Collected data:
● ● ● ●

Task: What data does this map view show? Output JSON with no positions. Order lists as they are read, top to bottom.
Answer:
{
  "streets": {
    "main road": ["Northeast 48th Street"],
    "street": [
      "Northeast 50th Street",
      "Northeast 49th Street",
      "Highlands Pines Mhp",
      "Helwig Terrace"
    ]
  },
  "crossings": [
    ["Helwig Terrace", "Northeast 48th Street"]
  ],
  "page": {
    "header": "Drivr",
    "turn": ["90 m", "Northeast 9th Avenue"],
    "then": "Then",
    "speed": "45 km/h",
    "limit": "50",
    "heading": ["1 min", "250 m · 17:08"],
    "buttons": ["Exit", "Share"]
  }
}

● ● ● ●

The problem:
Would you mind giving all the records again exactly?

Exercise result:
Task: What data does this map view show? Output JSON with no positions. Order lists as they are read, top to bottom.
Answer:
{
  "streets": {
    "main road": ["Northeast 48th Street"],
    "street": [
      "Northeast 50th Street",
      "Northeast 49th Street",
      "Highlands Pines Mhp",
      "Helwig Terrace"
    ]
  },
  "crossings": [
    ["Helwig Terrace", "Northeast 48th Street"]
  ],
  "page": {
    "header": "Drivr",
    "turn": ["90 m", "Northeast 9th Avenue"],
    "then": "Then",
    "speed": "45 km/h",
    "limit": "50",
    "heading": ["1 min", "250 m · 17:08"],
    "buttons": ["Exit", "Share"]
  }
}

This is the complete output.